Bewegingsonderwijs - jongleren - Toelichting en verantwoording


Leerlijn: Jongleren


Bij jongleren gaat het om allerlei activiteiten waarbij een speelvoorwerp zo wordt weggespeeld dat het gevangen kan worden of waarbij het speelvoorwerp tikkend in beweging wordt gehouden of waarbij het speelvoorwerp zo heen en weer wordt getikt of geslagen dat een medespeler het weer terug kan spelen.
Bij dit onderdeel van het kerndoel worden drie bewegingsthema's onderscheiden, namelijk werpen en vangen, soleren en retourneren.

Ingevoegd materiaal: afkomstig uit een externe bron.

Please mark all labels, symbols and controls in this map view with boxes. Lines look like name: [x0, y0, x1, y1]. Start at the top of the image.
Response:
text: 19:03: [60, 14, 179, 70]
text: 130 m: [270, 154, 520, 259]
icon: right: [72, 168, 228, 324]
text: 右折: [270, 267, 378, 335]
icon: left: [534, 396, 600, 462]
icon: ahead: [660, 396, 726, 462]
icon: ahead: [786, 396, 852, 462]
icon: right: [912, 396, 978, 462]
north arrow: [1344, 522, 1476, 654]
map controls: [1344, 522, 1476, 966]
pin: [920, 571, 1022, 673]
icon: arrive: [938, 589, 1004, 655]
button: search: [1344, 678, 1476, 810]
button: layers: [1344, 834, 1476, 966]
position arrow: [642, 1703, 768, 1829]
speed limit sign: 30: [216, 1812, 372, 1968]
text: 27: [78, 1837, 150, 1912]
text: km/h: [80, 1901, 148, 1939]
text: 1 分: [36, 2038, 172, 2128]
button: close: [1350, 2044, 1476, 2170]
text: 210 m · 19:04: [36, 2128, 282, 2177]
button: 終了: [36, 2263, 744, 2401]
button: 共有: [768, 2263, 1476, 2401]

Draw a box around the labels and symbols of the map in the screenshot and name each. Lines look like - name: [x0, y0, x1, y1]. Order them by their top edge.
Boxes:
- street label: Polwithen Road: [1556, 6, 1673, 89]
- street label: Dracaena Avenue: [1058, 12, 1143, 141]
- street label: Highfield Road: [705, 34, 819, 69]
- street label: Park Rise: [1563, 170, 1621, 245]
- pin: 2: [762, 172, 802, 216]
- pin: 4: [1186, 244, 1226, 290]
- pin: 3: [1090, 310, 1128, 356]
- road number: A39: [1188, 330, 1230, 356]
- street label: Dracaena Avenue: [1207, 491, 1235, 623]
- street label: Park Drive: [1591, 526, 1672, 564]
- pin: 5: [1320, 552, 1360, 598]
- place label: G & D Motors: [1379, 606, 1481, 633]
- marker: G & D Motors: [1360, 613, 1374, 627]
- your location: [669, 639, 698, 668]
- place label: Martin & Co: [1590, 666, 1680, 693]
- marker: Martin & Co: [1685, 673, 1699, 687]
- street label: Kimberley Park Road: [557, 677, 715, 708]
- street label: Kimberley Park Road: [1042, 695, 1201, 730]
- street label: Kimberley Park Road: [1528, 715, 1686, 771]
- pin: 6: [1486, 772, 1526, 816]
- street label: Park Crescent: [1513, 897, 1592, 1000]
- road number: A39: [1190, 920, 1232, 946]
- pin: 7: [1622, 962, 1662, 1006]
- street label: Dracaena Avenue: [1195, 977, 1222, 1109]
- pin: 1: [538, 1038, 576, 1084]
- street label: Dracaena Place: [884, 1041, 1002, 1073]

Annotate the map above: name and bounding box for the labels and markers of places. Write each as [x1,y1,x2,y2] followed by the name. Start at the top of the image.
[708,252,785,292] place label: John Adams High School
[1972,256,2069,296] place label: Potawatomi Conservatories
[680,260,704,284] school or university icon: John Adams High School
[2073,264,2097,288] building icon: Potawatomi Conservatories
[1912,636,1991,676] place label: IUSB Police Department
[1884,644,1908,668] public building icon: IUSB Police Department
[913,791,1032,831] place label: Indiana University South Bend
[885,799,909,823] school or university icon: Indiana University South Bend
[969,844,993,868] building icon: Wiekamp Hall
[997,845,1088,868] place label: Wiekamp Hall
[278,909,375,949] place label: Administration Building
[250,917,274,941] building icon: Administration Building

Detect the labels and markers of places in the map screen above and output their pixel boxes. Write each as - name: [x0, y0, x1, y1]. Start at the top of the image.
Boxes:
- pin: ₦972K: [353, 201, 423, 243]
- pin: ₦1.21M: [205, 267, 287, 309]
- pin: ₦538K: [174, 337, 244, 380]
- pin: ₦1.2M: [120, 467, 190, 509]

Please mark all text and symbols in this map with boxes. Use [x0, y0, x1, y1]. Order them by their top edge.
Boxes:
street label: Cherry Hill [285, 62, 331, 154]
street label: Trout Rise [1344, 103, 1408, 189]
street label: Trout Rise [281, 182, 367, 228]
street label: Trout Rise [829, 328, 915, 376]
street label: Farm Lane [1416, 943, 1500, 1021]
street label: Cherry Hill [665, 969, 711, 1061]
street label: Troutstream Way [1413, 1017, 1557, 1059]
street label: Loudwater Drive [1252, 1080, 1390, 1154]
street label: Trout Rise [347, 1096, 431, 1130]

Toelichting: Werpen en vangen

Een voorwerp wegspelen zodat het gevangen kan worden.

Toelichting: Soleren

Een voorwerp tikkend in beweging houden.

Toelichting: Retourneren

Heen en weer tikken (slaan) van een speelvoorwerp zodat een medespeler het terug kan spelen.

Toelichting: Kaatsenballen: individueel

Vanaf verschillende afstanden met verschillende ballen tegen een muur gooien en de bal opvangen of tegenhouden.

Toelichting: Kaatsenballen

Vanaf verschillende afstanden (1 - 2,5 meter) met grote ballen tegen een muur gooien en de bal direct proberen te vangen.

Toelichting: Kaatsenballen: met kleine bal

Vanaf verschillende afstanden (3-5 meter) met een tennisbal tegen een muur gooien en de bal direct proberen te vangen.

Toelichting: Sparrend

Zo spelen dat je het de ander een beetje moeilijk maakt, maar niet te moeilijk.

Toelichting: Kaatsenballen: samen met twee ballen

Twee kinderen gooien op werpplaatsen die 3 meter van de muur liggen en 2 meter van elkaar beiden tegelijkertijd een handbal naar elkaar via de muur zodat de ander de bal kan vangen.